Tem havido tentativas de se opor a essa lógica de mercado desumana. Índia e África do Sul, por exemplo, propuseram que a Organização Mundial do Comércio removesse as proteções de propriedade intelectual das vacinas candidatas para que os países mais pobres pudessem fabricar seus próprios suprimentos. Sem surpresa, a proposta foi bloqueada pelos EUA, Reino Unido e UE [N.E: a posição dos países mudou no começo do mês, quando Biden passou a apoiar a proposta].

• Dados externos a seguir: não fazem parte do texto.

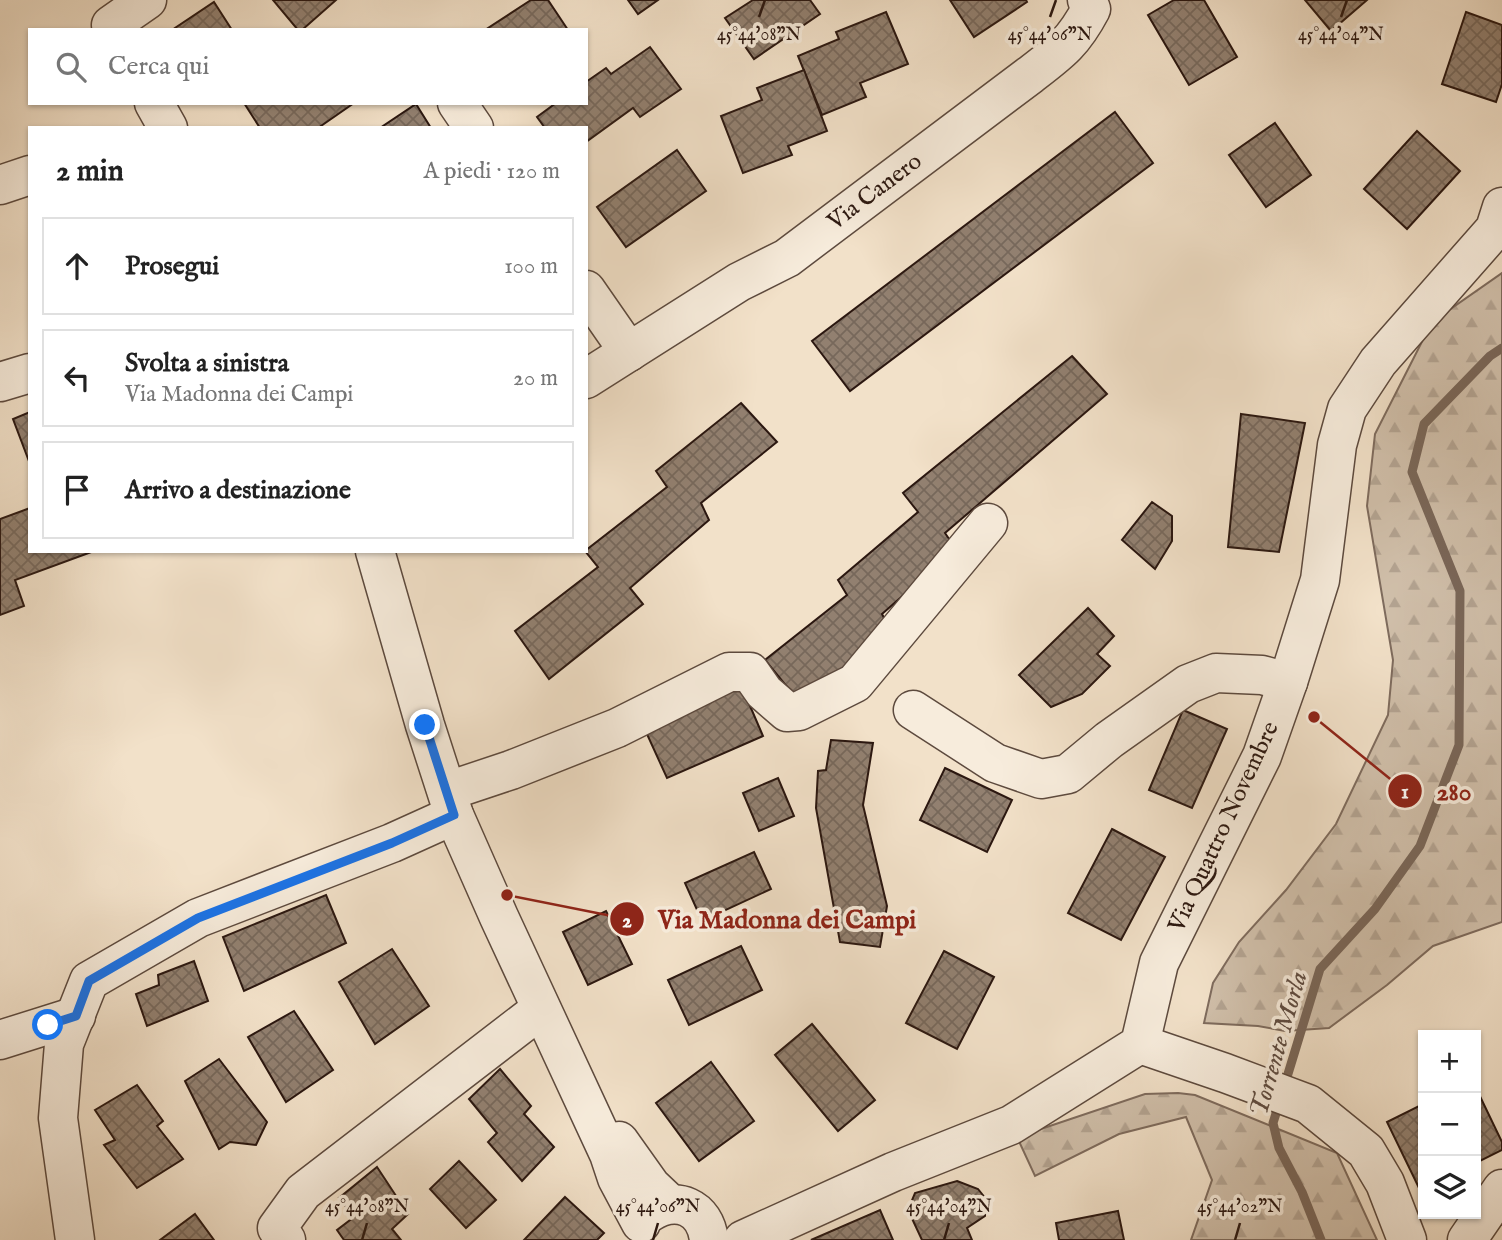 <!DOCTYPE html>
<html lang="it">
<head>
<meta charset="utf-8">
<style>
  :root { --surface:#fff; --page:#f6f6f6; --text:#222; --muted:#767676; --line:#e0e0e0 }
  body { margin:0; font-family:"IM FELL English",serif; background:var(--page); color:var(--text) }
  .controls { position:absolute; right:21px; bottom:21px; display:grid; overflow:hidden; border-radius:0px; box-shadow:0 2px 5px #0004 }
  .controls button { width:63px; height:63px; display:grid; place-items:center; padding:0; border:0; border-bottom:2px solid var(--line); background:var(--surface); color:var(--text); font:35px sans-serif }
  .stop { position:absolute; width:21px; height:21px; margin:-16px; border:5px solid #1a73e8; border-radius:50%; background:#fff }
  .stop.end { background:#1a73e8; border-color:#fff; box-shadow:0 2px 7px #0008 }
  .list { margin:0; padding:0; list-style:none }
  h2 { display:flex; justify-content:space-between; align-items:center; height:91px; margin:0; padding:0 28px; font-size:30px }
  h2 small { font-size:23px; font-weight:400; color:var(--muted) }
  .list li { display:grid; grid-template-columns:46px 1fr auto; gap:21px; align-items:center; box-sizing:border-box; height:98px; margin:0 14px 14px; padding:0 14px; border:2px solid var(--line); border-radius:0px }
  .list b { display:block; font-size:26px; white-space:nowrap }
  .list p { margin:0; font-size:23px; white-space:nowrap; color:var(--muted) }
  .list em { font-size:23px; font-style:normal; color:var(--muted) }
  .icon { flex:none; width:38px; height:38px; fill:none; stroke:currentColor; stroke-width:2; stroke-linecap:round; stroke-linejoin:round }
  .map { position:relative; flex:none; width:1502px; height:1240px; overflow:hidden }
  .search { position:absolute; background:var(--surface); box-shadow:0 2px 5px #0004; left:28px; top:28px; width:560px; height:77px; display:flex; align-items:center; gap:18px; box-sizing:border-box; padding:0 24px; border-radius:0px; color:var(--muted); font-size:26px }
  .panel { position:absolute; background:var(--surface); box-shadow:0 2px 5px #0004; left:28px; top:126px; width:560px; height:427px; border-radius:0px }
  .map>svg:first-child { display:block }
</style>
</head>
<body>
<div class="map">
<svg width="1502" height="1240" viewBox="0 0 1502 1240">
  <defs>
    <pattern id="forest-firs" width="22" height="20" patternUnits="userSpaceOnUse" patternTransform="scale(1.75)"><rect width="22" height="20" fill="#d0bfaa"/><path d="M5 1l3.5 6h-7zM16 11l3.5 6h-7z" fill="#b3a391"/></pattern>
    <pattern id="building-cross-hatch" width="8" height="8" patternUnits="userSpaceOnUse" patternTransform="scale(1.75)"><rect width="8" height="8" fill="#928070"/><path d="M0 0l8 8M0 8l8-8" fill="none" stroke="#77685b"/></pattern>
  </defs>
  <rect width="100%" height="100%" fill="#f2e1c9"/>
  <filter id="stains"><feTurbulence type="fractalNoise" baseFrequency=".00286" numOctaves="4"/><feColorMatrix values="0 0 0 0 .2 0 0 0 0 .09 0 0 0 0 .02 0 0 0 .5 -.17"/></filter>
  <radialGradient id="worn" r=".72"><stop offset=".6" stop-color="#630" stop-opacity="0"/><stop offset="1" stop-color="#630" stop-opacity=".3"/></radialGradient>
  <g fill="url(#forest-firs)" stroke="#7e6b5d" stroke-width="2">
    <path d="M1502,273V922L1433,946L1387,985L1329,1028L1285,1031L1258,1026L1204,1023L1213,983L1239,942L1286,890L1336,824L1388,715L1393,660L1367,506L1375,434L1432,322Z"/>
    <path d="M1178,1093L1195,1095L1337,1153L1377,1240H1191L1212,1180L1186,1117L1119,1134L1035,1176L1017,1137L1145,1094Z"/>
  </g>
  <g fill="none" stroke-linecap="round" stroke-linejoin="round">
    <g stroke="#7a6759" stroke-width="9">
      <path d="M1284,1087L1320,969L1375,909L1420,846L1459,745L1460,591L1412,472L1424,424L1490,356L1502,348"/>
      <path d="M1279,1104L1273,1123L1279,1148L1302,1192L1321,1240"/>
    </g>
  </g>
  <g fill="url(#building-cross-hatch)" stroke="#2b1710" stroke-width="2">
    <path d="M273,0H336L302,30H298Z"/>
    <path d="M531,0H548L568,30H485Z"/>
    <path d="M628,0H658L638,14Z"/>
    <path d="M753,0H810L820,14L754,59L725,18Z"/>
    <path d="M950,0H1026L1027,2L974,37Z"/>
    <path d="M1174,0H1204L1237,57L1189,85L1148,15Z"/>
    <path d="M1305,0H1367L1331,31Z"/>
    <path d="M214,2L232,30H172Z"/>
    <path d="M886,12L908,64L860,83L866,97L822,115L798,56L839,39L836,32Z"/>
    <path d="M1466,12L1502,25V84L1496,102L1442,84Z"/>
    <path d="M650,47L681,89L640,117L633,108L586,142V128H545L537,117L556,103H586V82L606,68L611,74Z"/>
    <path d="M804,70L827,131L788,146L792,155L743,173L721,116L762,100L757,88Z"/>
    <path d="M244,103H354L318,128H260Z"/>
    <path d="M416,104L431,128H380Z"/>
    <path d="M1115,112L1153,163L850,391L812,341Z"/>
    <path d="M1275,123L1311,175L1266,207L1229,155Z"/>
    <path d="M1417,131L1460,171L1407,229L1364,189Z"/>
    <path d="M677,150L706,191L626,247L597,207Z"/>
    <path d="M1072,356L1107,394L945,533L956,549L882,614L892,633L801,704L765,660L847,595L838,580L918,512L903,493Z"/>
    <path d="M741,403L777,442L701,503L709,520L630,588L643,604L549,679L515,631L598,567L585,551L667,487L656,471Z"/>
    <path d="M30,412V464L13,419Z"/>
    <path d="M1241,414L1305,423L1279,552L1228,547Z"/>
    <path d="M1152,502L1172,516V541L1155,569L1122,540Z"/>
    <path d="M30,508V551H94L15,580L24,606L0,615V519Z"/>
    <path d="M1088,608L1114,636L1097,654L1110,666L1082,694L1051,707L1019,675Z"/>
    <path d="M738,678L763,736L667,778L641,721Z"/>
    <path d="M1183,710L1227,729L1192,808L1149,790Z"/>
    <path d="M831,740L873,743L863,805L887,906L880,947L840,942L816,808L818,771L826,770Z"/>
    <path d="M945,768L1012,800L987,852L920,820Z"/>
    <path d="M778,778L794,816L759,831L743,793Z"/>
    <path d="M1112,829L1165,857L1121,940L1068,913Z"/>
    <path d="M754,852L771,889L702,921L685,883Z"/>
    <path d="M326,895L346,943L244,991L223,937Z"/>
    <path d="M606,911L632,964L588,985L563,932Z"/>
    <path d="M741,946L762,990L689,1025L668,980Z"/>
    <path d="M392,949L429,1006L375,1044L339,982Z"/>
    <path d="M944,951L994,977L957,1049L906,1023Z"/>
    <path d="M194,961L208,1001L147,1026L136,994L159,985L158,975Z"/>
    <path d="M294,1011L333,1070L286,1102L248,1037Z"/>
    <path d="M812,1024L875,1100L838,1131L775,1055Z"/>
    <path d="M219,1059L267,1122L256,1145L230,1142L219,1149L185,1081Z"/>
    <path d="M711,1062L754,1121L699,1161L656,1103Z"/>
    <path d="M500,1069L531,1106L524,1114L554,1147L522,1181L488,1142L497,1133L469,1099Z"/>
    <path d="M137,1085L163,1121L157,1126L183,1159L137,1188L104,1145L115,1140L95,1110Z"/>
    <path d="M1476,1088L1502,1142V1150L1476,1163Z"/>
    <path d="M1423,1104V1188L1420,1190L1387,1122Z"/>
    <path d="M459,1161L496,1200L466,1228L430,1189Z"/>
    <path d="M377,1167L408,1214L392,1229L401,1240H344L337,1230L354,1217L339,1198Z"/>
    <path d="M957,1181L978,1189L986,1199L985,1216L967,1228L972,1240H922L908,1210L915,1193Z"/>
    <path d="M565,1197L604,1233L597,1240H524Z"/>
    <path d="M880,1210L893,1240H811Z"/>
    <path d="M1118,1211L1124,1240H1059L1056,1223Z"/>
    <path d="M195,1214L214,1240H160Z"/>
  </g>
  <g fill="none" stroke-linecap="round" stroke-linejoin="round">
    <g stroke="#5d4a3e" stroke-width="41">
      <g id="minor">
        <path d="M111,25L147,0"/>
        <path d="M154,103L168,128"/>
        <path d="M457,103L474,128"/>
        <path d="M0,185L30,175"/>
        <path d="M586,290L629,352"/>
        <path d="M586,379L739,282L787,258L1030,75C1060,52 1073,43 1091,9L1087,0"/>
        <path d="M0,382L30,373"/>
        <path d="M375,551L425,725L454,815L499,917L609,1154L617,1178L641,1223"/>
        <path d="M913,710L995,763L1041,779L1068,774L1109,740L1188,684L1216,673L1262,675L1288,682"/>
        <path d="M448,791L511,770L617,728L729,672H750L764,692L787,712L799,711L855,683L988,523"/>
        <path d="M0,1040L76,1016"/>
        <path d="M1140,1044L1225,1073L1308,1104L1366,1151L1385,1183L1407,1240"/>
        <path d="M619,1141L651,1186L670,1204"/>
        <path d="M649,1213C677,1195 705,1207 709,1240"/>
        <path d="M75,1240L58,1118L64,1044L89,981L198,918L392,843L454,815"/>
        <path d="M286,1240L277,1228L303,1192L541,1009"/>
        <path d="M743,1240L893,1172L1011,1125L1140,1044L1159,963L1262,756L1288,682L1320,580L1337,445L1347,409L1378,362L1495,229L1502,207"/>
        <path d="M1467,1240L1502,1189"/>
      </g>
    </g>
    <use href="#minor" stroke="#f7ecdc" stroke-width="38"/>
  </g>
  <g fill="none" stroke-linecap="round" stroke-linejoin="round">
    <path stroke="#1a73e8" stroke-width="9" d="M48,1025L76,1016L89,981L198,918L392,843L454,815L425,725"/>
  </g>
  <path fill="none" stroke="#2b1710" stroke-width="2.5" d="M759,17L765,0M1050,17L1056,0M1341,17L1347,0M362,1240L367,1223M653,1240L658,1223M944,1240L949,1223M1235,1240L1240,1223"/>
  <g text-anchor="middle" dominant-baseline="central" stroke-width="7" stroke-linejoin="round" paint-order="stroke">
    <g font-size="24" fill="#2b1710" stroke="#f7ecdc">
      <text transform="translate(875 192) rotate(-37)">Via Canero</text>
      <text transform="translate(1224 827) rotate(-65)">Via Quattro Novembre</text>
    </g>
    <g font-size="26" font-style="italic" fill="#5f4c41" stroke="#f7ecdc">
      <text transform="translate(1279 1044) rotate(-74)">Torrente Morla</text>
    </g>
  </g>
  <g font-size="18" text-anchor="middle" fill="#2b1710" stroke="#f7ecdc" stroke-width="7" stroke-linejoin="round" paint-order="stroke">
    <text x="759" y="40">45°44'08"N</text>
    <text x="1050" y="40">45°44'06"N</text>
    <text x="1341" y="40">45°44'04"N</text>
    <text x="367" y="1212">45°44'08"N</text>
    <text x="949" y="1212">45°44'04"N</text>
    <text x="1240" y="1212">45°44'02"N</text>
    <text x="658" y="1212">45°44'06"N</text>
  </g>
  <path fill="none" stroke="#8f2418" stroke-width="2.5" d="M1314 717L1405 791M507 895L627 919"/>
  <g fill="#8f2418" stroke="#f7ecdc" stroke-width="2.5">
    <circle cx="1314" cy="717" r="7"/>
    <circle cx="507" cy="895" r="7"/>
    <circle cx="1405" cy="791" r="18"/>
    <circle cx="627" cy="919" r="18"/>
  </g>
  <g font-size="21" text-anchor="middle" font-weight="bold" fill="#fff">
    <text x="1405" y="798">1</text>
    <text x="627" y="927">2</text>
  </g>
  <g font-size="26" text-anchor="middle" font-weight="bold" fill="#8f2418" stroke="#f7ecdc" stroke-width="7" stroke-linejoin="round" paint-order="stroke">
    <text x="1454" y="800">280</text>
    <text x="787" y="928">Via Madonna dei Campi</text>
  </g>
  <rect width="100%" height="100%" filter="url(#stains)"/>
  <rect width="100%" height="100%" fill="url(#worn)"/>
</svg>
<div class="controls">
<button>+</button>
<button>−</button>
<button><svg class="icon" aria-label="layers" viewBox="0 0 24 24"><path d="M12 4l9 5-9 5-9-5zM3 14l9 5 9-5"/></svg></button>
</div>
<div class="stop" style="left:48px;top:1025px"></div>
<div class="stop end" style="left:425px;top:725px"></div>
<div class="search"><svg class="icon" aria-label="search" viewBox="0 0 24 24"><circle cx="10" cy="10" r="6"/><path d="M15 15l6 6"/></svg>Cerca qui</div>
<section class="panel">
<h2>2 min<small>A piedi · 120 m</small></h2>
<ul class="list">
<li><svg class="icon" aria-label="ahead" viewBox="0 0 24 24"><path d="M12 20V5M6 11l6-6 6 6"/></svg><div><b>Prosegui</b></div><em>100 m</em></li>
<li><svg class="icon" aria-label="left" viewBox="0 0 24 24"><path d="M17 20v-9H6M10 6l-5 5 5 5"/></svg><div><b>Svolta a sinistra</b><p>Via Madonna dei Campi</p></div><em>20 m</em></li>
<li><svg class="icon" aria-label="arrive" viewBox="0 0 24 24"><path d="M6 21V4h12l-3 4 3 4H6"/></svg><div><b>Arrivo a destinazione</b></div></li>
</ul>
</section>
</div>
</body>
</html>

Outra tentativa é a criação da COVAX, uma iniciativa colaborativa liderada pela Organização Mundial da Saúde. O objetivo é eliminar a concorrência em torno da distribuição de vacinas pela aquisição coletiva de imunizantes, por meio de negociação com os fabricantes e distribuição igualitária de suprimentos para os países participantes da COVAX. As doações e contribuições dos países mais ricos se destinam a subsidiar o fornecimento de vacinas para países que não podem pagar.
Cerca de 145 países estão participando da COVAX atualmente. Porém, muitos dos países participantes mais ricos também fizeram acordos privados com fabricantes de vacinas. Isso, por sua vez, afetará o fornecimento disponível para a COVAX. A iniciativa tem 2021 como meta para distribuir imunizantes suficientes para 20% da população dos países participantes. Todavia, seu último relatório prevê que, caso tudo corra conforme o planejado, a COVAX distribuirá doses suficientes para vacinar só 3,3% das populações participantes durante o primeiro semestre de 2021.
E, mesmo que eventualmente alcance 20% de cobertura, a COVAX atualmente não tem planos de ir além dessa meta. Como as nações que dependem dessa iniciativa vacinarão o restante de sua população é uma incógnita.
Isso dá continuidade a um padrão de desigualdade em saúde na sociedade capitalista. Pessoas que vivem em países em desenvolvimento sofrem de inúmeras doenças que podem ser facilmente prevenidas e tratadas em outro lugar. Às vezes, o mundo desenvolvido tem um momento de caridade com remédios, mas, em geral, isso acontece anos ou décadas depois que esses medicamentos se tornaram prontamente disponíveis no mundo desenvolvido e já renderam uma fortuna para seus fabricantes. Essas foram as experiências dos esforços para a erradicação da pólio, a distribuição da vacina contra a pandemia de gripe H1N1 de 2009 e antivirais para o HIV.
Apesar de muita conversa sobre como salvar vidas, as vacinas contra a Covid-19 são mercadorias como qualquer outra. Com dois milhões de pessoas mortas pela pandemia e muitas outras ameaçadas, o mercado desumano e obcecado por lucros continuará a decidir quem vive e quem morre.